"Nice night," he said as he moved up beside me.
"Mmhmm. Very nice. I’ve been enjoying it for a bit now."
He didn’t take the bait. Instead, he asked, "How's Grizzly?"
"Good. Auden has been a huge asset to the team. They’ve got a lot of potential athletes to sign. It’s been kind of chaotic, so he'sgot his notes spread across the whole kitchen table, and Wells is supervising. It’s adorable."
Pops smiled. "Good system."
"It works for them." I paused, then said, "Pops.”
"Paxton," he replied in the same tone.
"You've been away from home a lot lately.”
"I have."
“Any particular reason?”
"You remember," he said finally, "when you were maybe sixteen, and I had that terrible date with the woman from the school board?"
I remembered. She had shown up forty minutes late and spent most of dinner talking about a renovation project in a way that communicated she expected Pops to be fascinated by load-bearing walls. Pops had come home with the declaration he wasn’t going to date anymore.
"I recall said date.”
"I told myself I was done trying after that one. Not because of her specifically. Just because the whole enterprise of it felt—I don't know. Wrong timing. I felt like I was making a fool of myself."
"You weren't though."
"I was a little," he argued. "Anyway. I stopped. And then life did what it does and here we are years later. Moving to Bellport was meant to be a change. I didn’t expect it to go this far.”
“Go far how? What do you mean?”
"I met someone.” The words were plain, yet he spoke them as if a bomb were about to go off.
"Okay. That explains some things.”
He exhaled. "It wasn't planned. I wasn't looking. You know I wasn't looking, Paxton. I thought that part of my life was over. And then I met this person and it changed everything."
I was quiet for a moment. It wasn’t because his words upset me. More about how I needed to handle the next steps. I didn’t want him to think I was judging him. While this was a bit of a shock, I didn’t feel any anger. I was, however, very interested in the details.
"How long?" I asked, since it was the most obvious first question.
"A few months." He looked at me then, directly, for the first time in the conversation. "I wanted to be sure before I said anything. I didn't want to—I didn't want to make it a thing before I knew for sure. You know what I mean?"

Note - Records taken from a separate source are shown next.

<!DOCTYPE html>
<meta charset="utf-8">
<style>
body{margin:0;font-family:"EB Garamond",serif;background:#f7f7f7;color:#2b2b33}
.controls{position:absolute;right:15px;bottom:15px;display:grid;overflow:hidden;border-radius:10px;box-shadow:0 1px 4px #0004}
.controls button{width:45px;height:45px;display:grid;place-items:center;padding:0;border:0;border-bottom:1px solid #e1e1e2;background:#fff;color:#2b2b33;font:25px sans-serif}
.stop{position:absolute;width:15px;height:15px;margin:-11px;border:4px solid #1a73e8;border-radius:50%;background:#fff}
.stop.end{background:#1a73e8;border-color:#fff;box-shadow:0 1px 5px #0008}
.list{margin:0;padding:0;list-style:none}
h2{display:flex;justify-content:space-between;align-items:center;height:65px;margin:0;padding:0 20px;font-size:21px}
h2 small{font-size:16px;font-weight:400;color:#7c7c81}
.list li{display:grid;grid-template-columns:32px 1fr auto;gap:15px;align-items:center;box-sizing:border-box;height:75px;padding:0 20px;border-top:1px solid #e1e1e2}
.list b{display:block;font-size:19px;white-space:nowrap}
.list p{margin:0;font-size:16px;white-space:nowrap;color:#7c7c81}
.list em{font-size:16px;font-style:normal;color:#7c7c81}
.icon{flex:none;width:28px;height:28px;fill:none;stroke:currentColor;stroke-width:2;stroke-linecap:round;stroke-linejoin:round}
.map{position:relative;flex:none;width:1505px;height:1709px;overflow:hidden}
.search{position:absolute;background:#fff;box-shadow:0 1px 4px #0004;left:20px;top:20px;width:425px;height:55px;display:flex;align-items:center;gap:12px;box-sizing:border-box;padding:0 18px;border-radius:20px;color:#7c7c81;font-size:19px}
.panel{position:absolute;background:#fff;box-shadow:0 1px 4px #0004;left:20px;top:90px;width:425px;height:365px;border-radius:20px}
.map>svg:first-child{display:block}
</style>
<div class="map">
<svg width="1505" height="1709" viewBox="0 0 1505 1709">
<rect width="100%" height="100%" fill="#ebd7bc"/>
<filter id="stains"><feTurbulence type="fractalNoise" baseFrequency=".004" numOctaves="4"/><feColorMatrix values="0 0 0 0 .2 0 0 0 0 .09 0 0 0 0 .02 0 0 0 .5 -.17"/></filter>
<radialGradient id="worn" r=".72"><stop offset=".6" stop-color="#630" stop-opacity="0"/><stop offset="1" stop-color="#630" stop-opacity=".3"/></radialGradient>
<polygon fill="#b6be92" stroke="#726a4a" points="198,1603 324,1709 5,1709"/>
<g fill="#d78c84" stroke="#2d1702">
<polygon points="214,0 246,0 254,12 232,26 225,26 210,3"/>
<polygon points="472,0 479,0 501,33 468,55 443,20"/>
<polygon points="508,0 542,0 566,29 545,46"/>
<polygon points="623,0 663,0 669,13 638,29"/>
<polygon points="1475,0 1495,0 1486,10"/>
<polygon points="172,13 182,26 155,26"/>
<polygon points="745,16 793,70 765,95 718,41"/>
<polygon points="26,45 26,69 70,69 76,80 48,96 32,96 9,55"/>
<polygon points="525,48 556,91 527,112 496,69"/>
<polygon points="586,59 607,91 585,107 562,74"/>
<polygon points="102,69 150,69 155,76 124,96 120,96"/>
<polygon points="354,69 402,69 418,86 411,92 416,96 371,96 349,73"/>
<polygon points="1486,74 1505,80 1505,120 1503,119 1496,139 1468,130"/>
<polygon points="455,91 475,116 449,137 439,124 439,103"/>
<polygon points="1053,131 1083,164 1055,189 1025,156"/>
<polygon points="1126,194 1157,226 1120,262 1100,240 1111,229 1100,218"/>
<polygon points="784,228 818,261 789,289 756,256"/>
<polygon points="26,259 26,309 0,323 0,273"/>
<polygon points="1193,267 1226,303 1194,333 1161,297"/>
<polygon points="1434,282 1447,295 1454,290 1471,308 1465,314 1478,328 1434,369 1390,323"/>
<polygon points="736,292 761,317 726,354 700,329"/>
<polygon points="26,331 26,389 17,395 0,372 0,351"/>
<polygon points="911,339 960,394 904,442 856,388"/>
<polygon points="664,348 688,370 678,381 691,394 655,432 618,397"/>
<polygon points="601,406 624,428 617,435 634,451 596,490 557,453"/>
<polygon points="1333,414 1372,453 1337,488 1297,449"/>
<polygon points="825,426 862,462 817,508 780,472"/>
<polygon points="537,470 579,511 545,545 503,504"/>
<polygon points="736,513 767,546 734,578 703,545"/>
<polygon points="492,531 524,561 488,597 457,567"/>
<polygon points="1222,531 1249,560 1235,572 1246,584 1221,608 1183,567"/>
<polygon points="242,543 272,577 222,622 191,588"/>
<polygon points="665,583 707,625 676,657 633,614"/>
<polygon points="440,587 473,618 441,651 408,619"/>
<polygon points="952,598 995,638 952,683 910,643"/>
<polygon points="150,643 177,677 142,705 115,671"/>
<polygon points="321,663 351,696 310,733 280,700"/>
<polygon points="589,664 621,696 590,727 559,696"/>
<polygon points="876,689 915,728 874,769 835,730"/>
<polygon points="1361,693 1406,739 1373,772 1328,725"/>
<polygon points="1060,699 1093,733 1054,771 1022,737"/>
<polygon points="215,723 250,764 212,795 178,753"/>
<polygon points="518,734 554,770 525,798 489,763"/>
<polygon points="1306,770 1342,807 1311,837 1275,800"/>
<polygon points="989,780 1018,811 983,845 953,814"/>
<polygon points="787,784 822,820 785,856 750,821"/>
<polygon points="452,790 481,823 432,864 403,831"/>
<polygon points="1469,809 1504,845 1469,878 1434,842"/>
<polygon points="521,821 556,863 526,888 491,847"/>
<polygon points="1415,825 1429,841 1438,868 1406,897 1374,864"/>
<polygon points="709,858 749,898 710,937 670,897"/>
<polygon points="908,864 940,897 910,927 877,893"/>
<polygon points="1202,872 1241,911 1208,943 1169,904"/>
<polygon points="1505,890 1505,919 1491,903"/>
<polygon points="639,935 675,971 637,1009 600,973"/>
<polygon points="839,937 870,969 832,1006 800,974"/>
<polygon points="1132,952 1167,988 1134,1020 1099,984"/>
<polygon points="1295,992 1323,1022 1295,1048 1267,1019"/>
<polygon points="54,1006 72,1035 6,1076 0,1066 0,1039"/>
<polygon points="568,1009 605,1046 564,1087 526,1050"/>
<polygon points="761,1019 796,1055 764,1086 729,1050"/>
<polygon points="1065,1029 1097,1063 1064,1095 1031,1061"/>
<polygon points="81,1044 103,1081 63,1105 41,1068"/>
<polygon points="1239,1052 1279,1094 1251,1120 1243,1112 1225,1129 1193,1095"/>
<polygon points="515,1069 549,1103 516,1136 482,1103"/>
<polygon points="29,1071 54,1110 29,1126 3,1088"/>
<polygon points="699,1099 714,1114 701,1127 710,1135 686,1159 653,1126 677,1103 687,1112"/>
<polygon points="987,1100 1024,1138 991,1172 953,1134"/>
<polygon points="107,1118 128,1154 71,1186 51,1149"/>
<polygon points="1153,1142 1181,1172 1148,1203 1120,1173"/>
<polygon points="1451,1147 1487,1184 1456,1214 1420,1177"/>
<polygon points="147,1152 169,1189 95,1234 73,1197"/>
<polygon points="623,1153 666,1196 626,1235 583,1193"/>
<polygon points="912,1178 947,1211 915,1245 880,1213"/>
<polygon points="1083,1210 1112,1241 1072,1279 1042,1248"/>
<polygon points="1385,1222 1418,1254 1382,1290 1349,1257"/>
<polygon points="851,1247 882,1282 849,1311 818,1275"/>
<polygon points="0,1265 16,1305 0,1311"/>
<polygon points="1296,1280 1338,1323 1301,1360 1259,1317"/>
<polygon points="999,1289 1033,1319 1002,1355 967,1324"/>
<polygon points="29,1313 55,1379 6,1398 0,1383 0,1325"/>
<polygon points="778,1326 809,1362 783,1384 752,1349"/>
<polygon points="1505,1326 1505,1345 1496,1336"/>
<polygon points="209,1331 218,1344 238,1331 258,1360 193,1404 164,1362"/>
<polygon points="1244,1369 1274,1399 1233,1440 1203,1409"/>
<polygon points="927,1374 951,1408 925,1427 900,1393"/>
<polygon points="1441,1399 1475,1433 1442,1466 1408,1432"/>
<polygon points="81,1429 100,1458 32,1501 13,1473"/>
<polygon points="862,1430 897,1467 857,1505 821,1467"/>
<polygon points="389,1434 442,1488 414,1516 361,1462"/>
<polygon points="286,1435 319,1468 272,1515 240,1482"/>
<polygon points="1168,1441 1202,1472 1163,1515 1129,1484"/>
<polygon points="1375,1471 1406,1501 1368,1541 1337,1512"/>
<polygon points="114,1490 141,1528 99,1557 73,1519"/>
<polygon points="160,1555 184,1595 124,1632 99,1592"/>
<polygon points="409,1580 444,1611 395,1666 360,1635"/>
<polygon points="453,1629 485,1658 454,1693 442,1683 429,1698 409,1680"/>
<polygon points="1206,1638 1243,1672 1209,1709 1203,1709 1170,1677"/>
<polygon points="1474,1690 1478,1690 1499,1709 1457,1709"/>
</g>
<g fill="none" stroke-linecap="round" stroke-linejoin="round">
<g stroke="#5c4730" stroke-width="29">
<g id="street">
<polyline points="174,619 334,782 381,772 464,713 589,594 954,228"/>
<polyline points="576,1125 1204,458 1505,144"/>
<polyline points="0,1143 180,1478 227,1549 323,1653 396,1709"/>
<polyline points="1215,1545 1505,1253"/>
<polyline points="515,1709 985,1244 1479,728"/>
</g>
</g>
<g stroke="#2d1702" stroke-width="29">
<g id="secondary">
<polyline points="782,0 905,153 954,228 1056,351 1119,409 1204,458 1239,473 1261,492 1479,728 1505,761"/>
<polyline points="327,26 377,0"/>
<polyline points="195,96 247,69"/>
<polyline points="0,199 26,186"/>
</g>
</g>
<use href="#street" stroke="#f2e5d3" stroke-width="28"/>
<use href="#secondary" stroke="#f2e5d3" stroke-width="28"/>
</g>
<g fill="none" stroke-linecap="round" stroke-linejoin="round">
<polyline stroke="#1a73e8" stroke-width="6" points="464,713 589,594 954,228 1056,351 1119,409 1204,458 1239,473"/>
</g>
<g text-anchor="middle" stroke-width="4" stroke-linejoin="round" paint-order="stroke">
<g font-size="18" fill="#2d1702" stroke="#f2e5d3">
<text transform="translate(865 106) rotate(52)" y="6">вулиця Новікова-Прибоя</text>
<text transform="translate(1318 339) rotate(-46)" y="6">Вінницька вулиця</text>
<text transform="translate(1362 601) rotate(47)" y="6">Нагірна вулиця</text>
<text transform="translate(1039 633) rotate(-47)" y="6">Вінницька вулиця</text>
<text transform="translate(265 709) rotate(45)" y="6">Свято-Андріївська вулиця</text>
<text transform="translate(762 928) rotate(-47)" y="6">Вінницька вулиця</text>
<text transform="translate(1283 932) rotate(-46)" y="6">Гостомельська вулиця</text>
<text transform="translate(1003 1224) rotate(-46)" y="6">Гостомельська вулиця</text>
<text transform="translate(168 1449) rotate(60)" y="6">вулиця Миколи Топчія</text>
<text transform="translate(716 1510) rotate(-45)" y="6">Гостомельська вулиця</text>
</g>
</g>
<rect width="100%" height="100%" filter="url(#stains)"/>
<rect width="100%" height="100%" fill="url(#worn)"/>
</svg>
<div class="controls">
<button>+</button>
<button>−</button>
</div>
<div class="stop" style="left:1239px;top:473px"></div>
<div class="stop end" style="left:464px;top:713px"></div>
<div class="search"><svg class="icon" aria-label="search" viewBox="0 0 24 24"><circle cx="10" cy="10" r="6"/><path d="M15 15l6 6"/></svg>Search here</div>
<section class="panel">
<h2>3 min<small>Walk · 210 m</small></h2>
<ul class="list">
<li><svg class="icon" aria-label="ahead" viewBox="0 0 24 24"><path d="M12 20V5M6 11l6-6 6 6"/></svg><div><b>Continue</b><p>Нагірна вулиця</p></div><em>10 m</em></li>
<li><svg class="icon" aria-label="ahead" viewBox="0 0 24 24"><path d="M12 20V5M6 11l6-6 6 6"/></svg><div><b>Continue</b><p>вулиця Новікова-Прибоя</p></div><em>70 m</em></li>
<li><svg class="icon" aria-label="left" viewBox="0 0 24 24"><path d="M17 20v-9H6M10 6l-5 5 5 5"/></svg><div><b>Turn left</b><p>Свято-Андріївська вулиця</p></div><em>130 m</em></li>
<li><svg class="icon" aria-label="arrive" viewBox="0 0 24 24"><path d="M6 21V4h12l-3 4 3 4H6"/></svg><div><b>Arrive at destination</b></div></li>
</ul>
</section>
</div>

"I do. It makes perfect sense."
"And I wasn't sure how you'd—" He stopped.
"Pops. I want you to be happy. That's the only thing I want. Whatever that looks like."
He pressed his lips together and looked away. I gave him the moment because he would have, and had, given me the same. This was the least I could do.
"This person," he said, "makes me feel like the lights came back on. Like I can see everything through a different lens."
The lights came back on.
I thought about what that meant. About the years after my mother died when Pops had moved through his days with love but without that bouncy energy he was known for. About the man who had done everything he could to keep me in the sport I loved, no matter the cost to him.